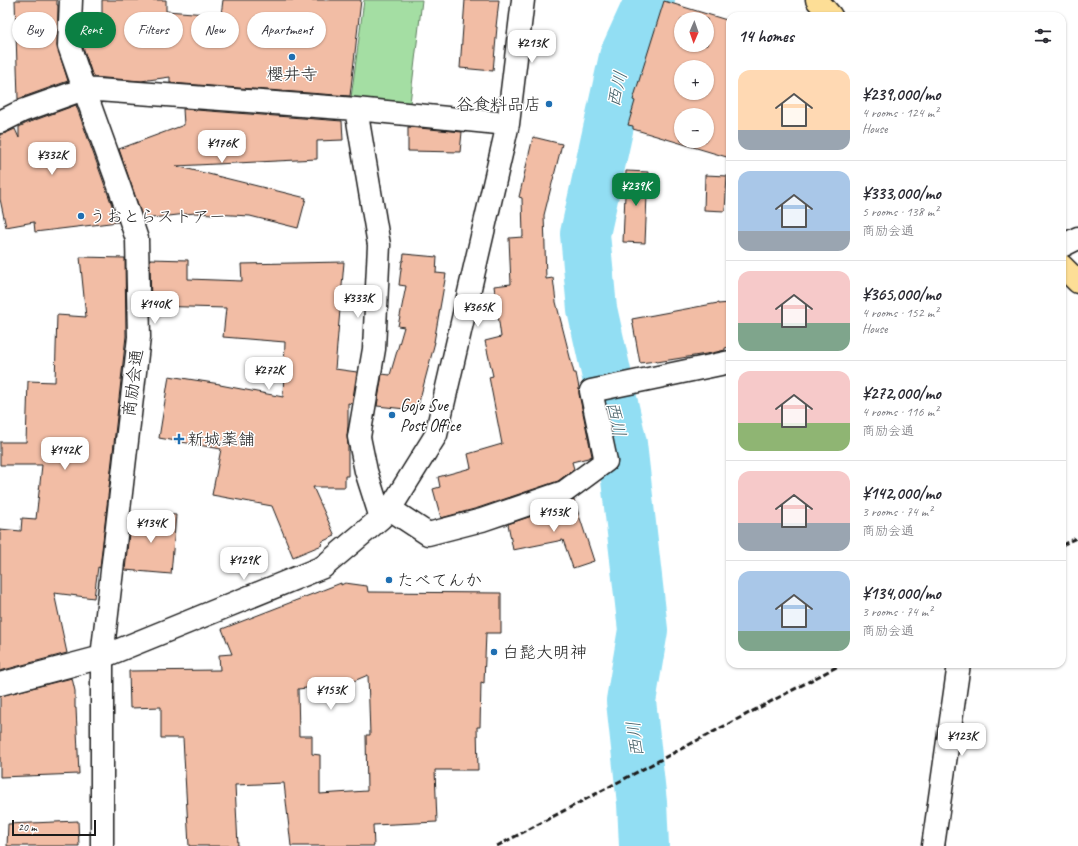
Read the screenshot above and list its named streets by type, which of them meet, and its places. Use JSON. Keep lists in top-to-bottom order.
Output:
{
  "streets": {
    "street": ["商励会通"]
  },
  "water": ["西川"],
  "places": {
    "other": [
      "櫻井寺",
      "谷食料品店",
      "うおとらストアー",
      "Gojo Sue Post Office",
      "たべてんか",
      "白髭大明神"
    ],
    "health": ["新城薬舗"]
  },
  "scale_bar": "20 m",
  "north": "bottom",
  "page": {
    "map_buttons": ["+", "−"],
    "chip": [
      "Buy",
      "Rent",
      "Filters",
      "New",
      "Apartment"
    ],
    "heading": "14 homes",
    "price": [
      "¥213K",
      "¥176K",
      "¥332K",
      "¥239K",
      "¥333K",
      "¥140K",
      "¥365K",
      "¥272K",
      "¥142K",
      "¥153K",
      "¥134K",
      "¥129K",
      "¥153K",
      "¥123K"
    ],
    "list": [
      {
        "name": "¥239,000/mo",
        "note": "4 rooms · 124 m² · House"
      },
      {
        "name": "¥333,000/mo",
        "note": "5 rooms · 138 m² · 商励会通"
      },
      {
        "name": "¥365,000/mo",
        "note": "4 rooms · 152 m² · House"
      },
      {
        "name": "¥272,000/mo",
        "note": "4 rooms · 116 m² · 商励会通"
      },
      {
        "name": "¥142,000/mo",
        "note": "3 rooms · 74 m² · 商励会通"
      },
      {
        "name": "¥134,000/mo",
        "note": "3 rooms · 74 m² · 商励会通"
      }
    ],
    "scale": "20 m"
  }
}
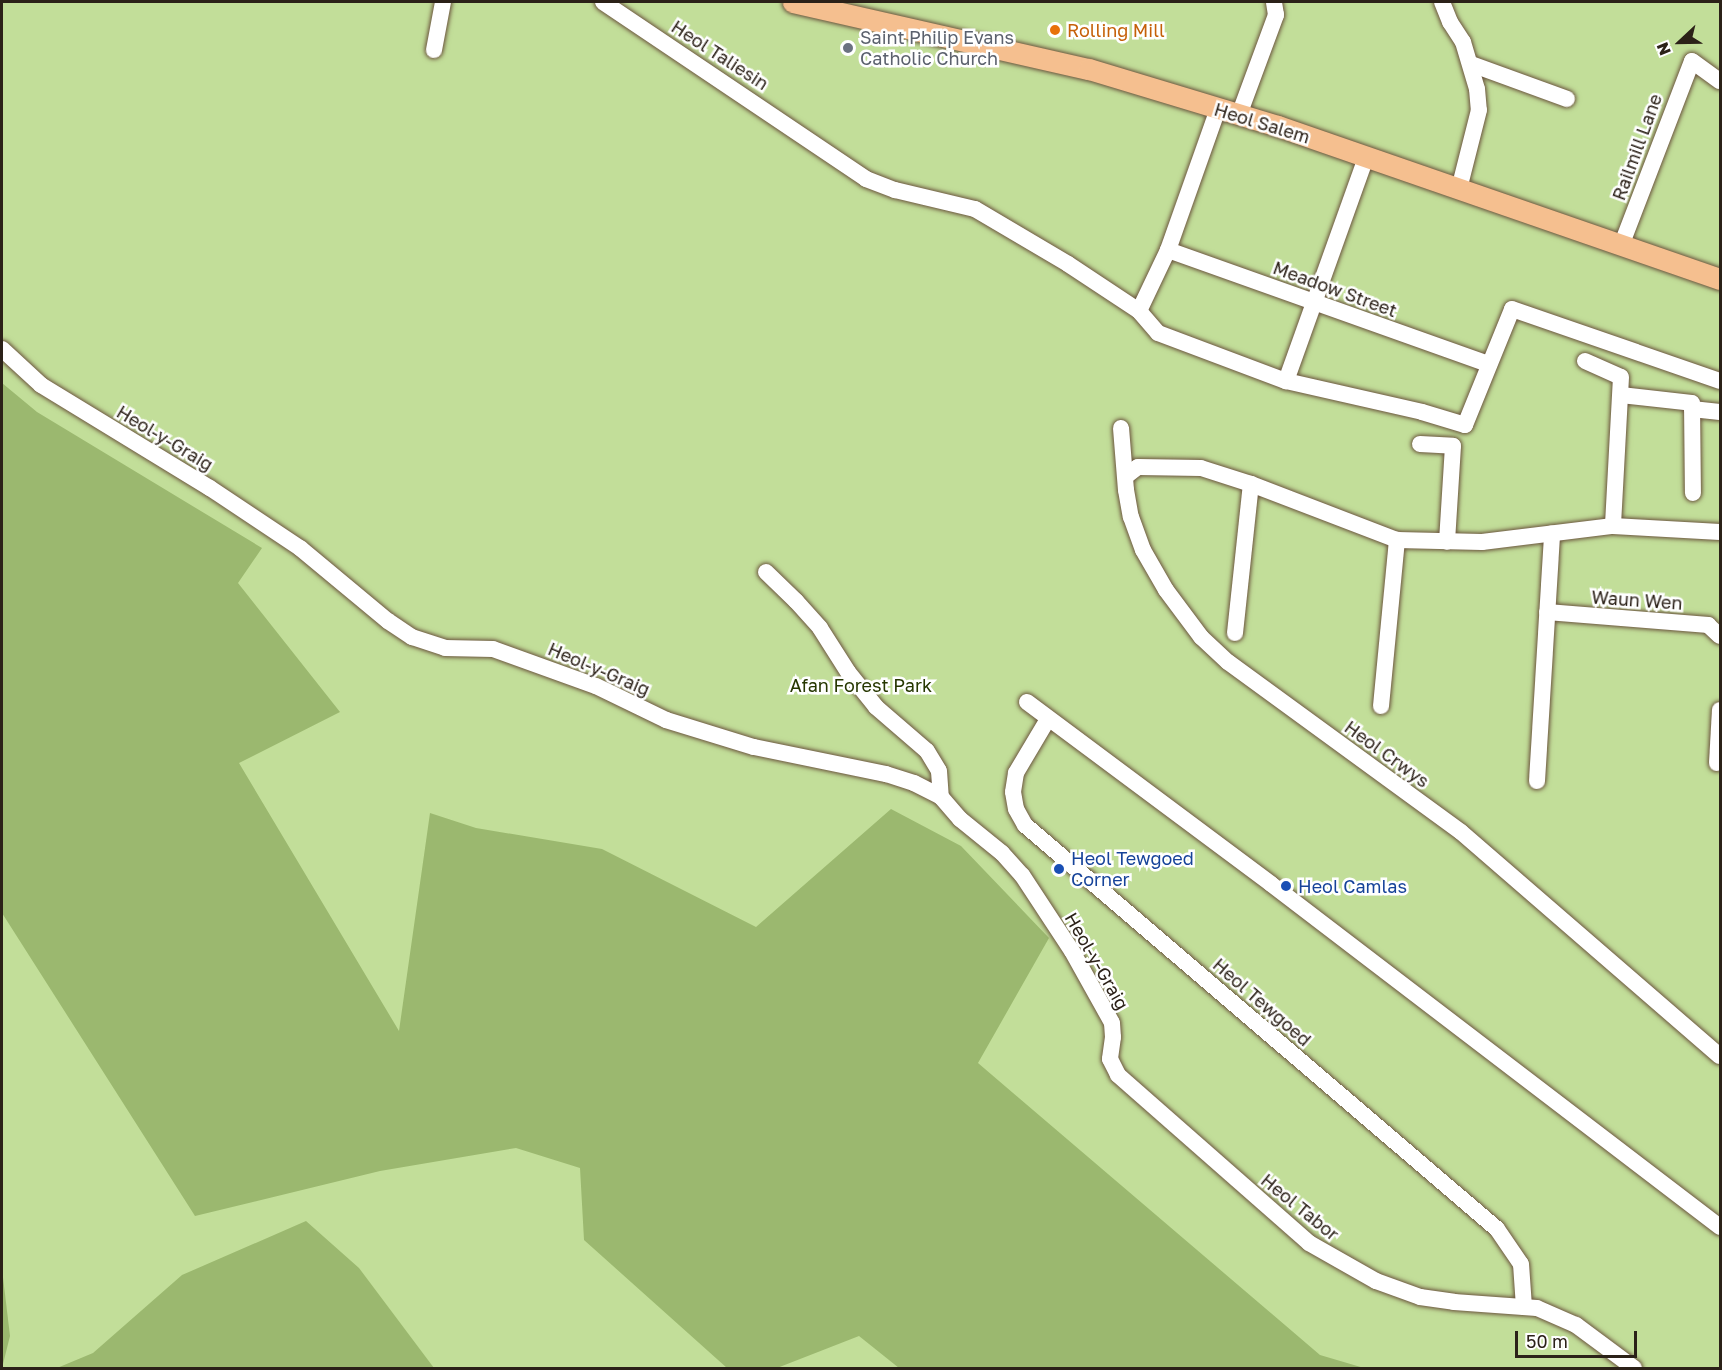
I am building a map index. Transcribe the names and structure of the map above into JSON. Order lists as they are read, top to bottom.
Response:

^^^^^^^^

■ **WHAT YOU HAVE TO DO**:
From the entries above, return each line with the word "lists" in it.

■ **ANSWER TO THE EXERCISE**:
Read the screenshot above and list its named streets by type, which of them meet, and its places. Use JSON. Keep lists in top-to-bottom order.
I am building a map index. Transcribe the names and structure of the map above into JSON. Order lists as they are read, top to bottom.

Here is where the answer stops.